Tout ça, c’était déjà vrai quand j’étais au collège. Ce qui est nouveau, c’est la progression ahurissante du niveau de violence sociale, physique et verbale dans l’indifférence générale. Ce qui est nouveau, c’est que nos enfants trouvent normal de se faire bousculer, insulter, discriminer, racketter, et que la loi du silence soit respectée. Ce qui est nouveau, c’est que ces têtes blondes ou brunes se jettent à la figure leur appartenance religieuse, portée comme un drapeau en même temps que vidée de tout sens spirituel. Ce qui est nouveau aussi, c’est l’omniprésence d’un vocabulaire sexuel et sexiste ordurier, brutal, qui constitue à lui seul une agression aussi constante que banalisée, un préliminaire à une culture de la domination et du viol. Ce qui n’est pas nouveau mais va s’aggravant, c’est la banalisation de l’irrespect et du désordre, des cours chaotiques et de l’absence de travail, même pas faute de le vouloir mais, dans certains cours, faute de le pouvoir.

Ce qui me frappe c’est la gangrène de l’absence de sens : il n’y a pas d’autre rapport que le rapport de pouvoir. L’empathie pour l’autre, les interdits fondateurs (ne pas faire, ni se faire, de mal), l’idée d’un apprentissage qui a du sens en lui-même et prépare à un projet de vie, d’une spiritualité soutenue par des valeurs, d’une sexualité sous le signe du respect et du lien, d’une humanité commune, d’un sens du collectif – INEXISTANTS dans le quotidien mais je pense aussi, dans les discours qu’ils entendent.

La parole non plus n’a plus de sens – la parole donnée, l’interdit, les mots qui humanisent, bâtissent des ponts et non des murs. La parole est insulte, interjection, crachat, actes sans pensée, impulsions sans mots.
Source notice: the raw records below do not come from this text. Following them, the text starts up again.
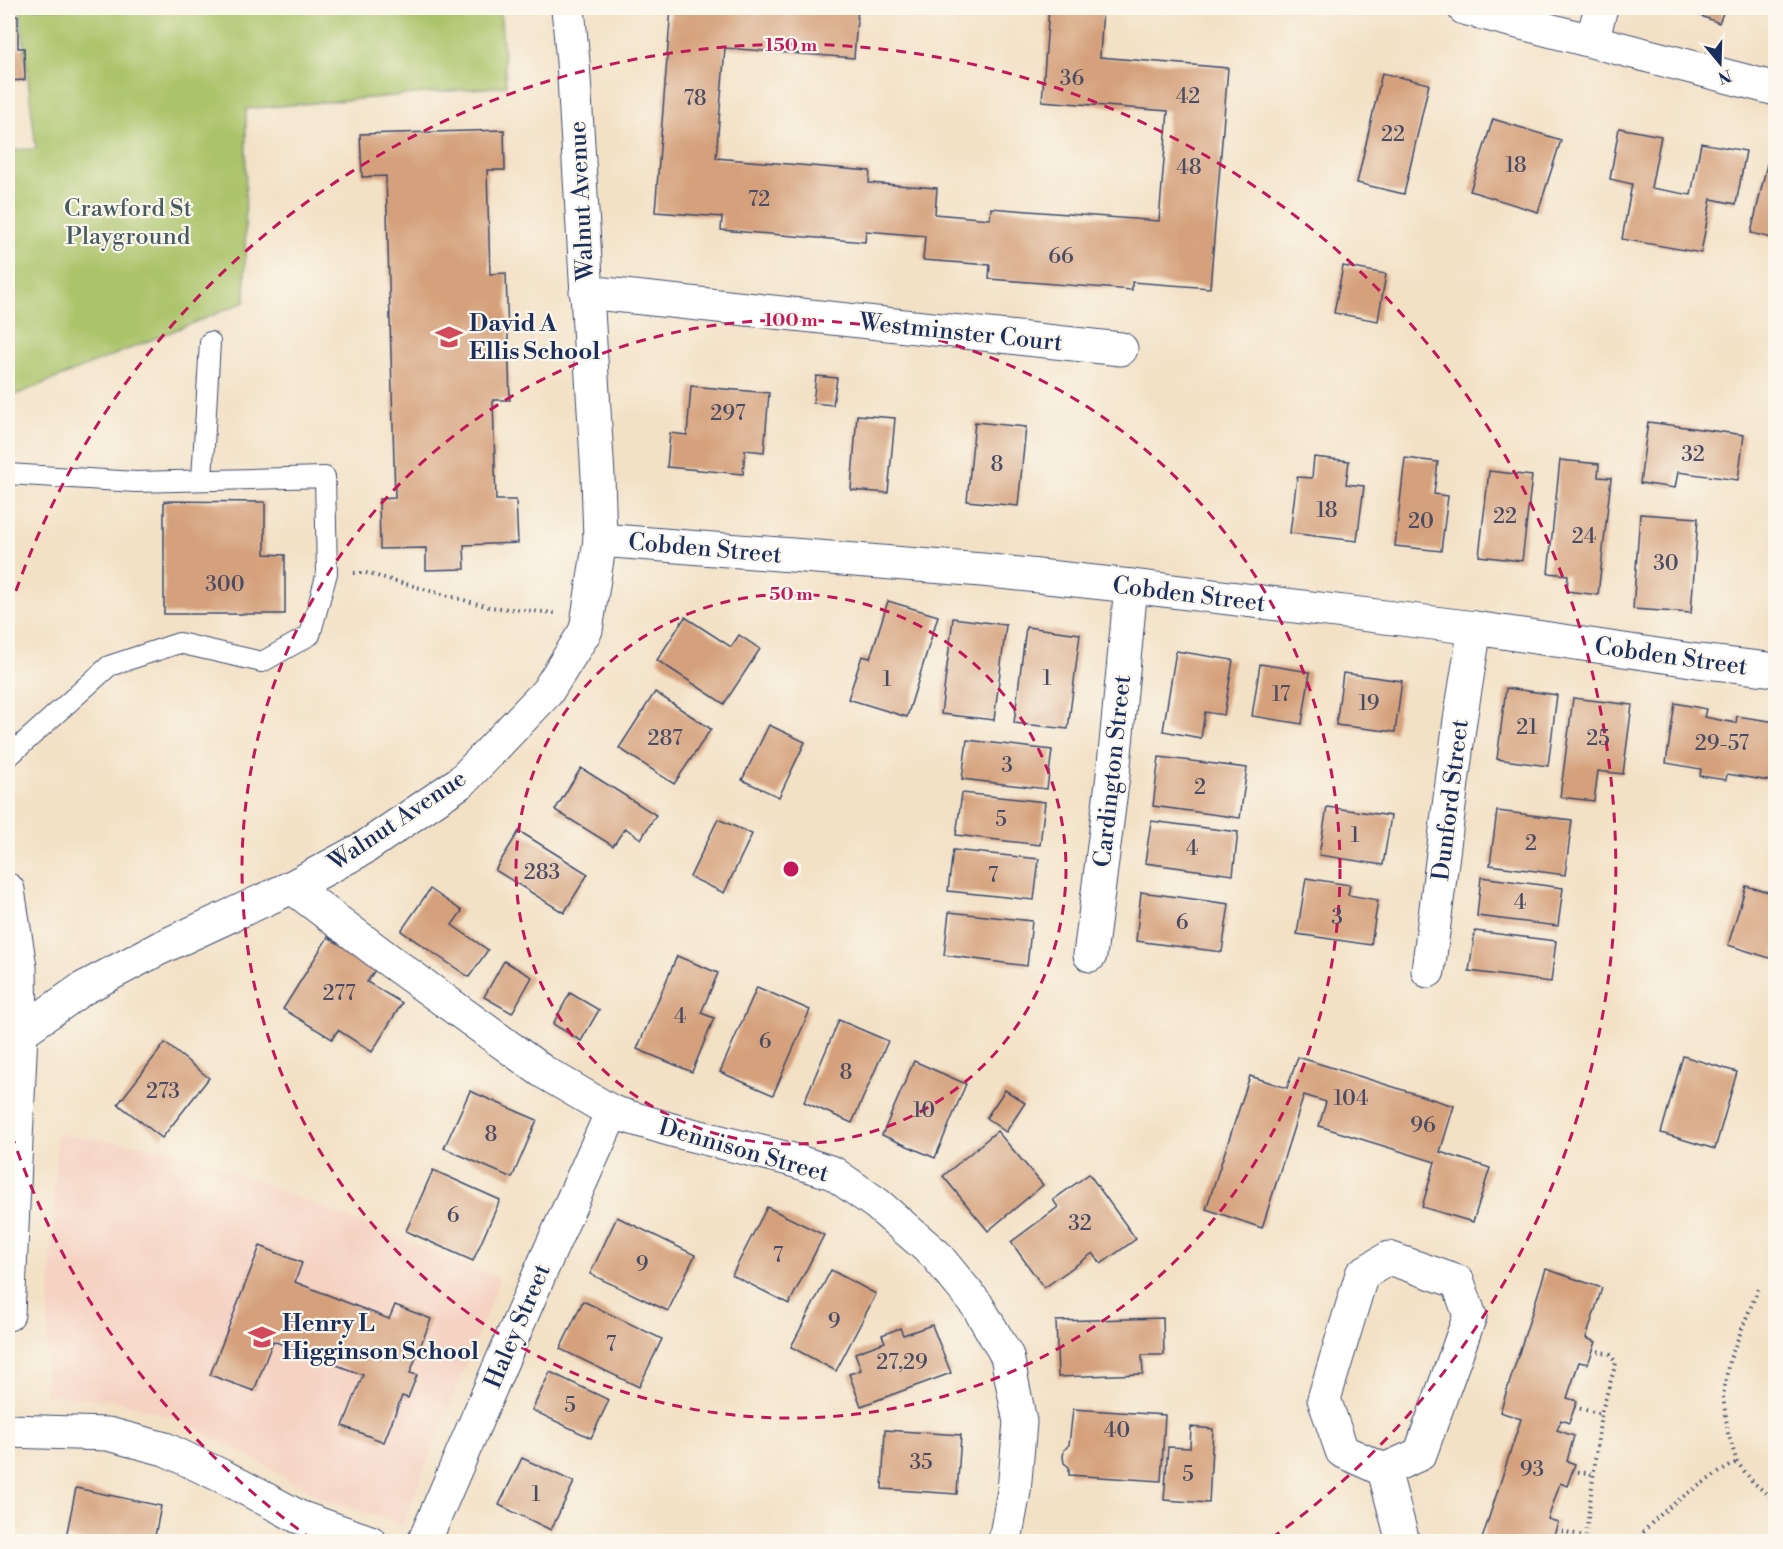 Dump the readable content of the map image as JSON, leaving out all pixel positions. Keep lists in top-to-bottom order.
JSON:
{
  "streets": {
    "street": [
      "Walnut Avenue",
      "Westminster Court",
      "Cobden Street",
      "Cardington Street",
      "Dunford Street",
      "Dennison Street",
      "Haley Street"
    ]
  },
  "crossings": [
    ["Walnut Avenue", "Westminster Court"],
    ["Walnut Avenue", "Cobden Street"],
    ["Walnut Avenue", "Dennison Street"],
    ["Cobden Street", "Cardington Street"],
    ["Cobden Street", "Dunford Street"],
    ["Dennison Street", "Haley Street"]
  ],
  "parks": ["Crawford St Playground"],
  "places": {
    "school or university": ["David A Ellis School", "Henry L Higginson School"]
  },
  "house_numbers": [
    "36",
    "42",
    "78",
    "22",
    "18",
    "48",
    "72",
    "66",
    "297",
    "32",
    "8",
    "18",
    "22",
    "20",
    "24",
    "30",
    "300",
    "1",
    "1",
    "17",
    "19",
    "21",
    "287",
    "25",
    "29-57",
    "3",
    "2",
    "5",
    "1",
    "2",
    "4",
    "283",
    "7",
    "4",
    "3",
    "6",
    "277",
    "4",
    "6",
    "8",
    "273",
    "104",
    "10",
    "96",
    "8",
    "6",
    "32",
    "7",
    "9",
    "9",
    "7",
    "27,29",
    "5",
    "40",
    "35",
    "93",
    "5",
    "1"
  ],
  "north": "bottom",
  "rings": ["150 m", "100 m", "50 m"]
}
Aux élections de délégués dans la classe d’Elsa, il y  a eu 18 voix pour Dark Vador et autant pour Dora l’exploratrice. Est-ce qu’un adulte a vraiment pris le temps d’expliquer le sens de cette représentation du collectif ? Est-ce que ce n’était pas le moment de faire de cette éducation « morale et civique » un temps enfin utile ? Est-ce que nos adolescents sont à ce point écœurés des systèmes adultes qu’ils désignent les héros de leur enfance  - comme un gag triste, une provocation désespérée ?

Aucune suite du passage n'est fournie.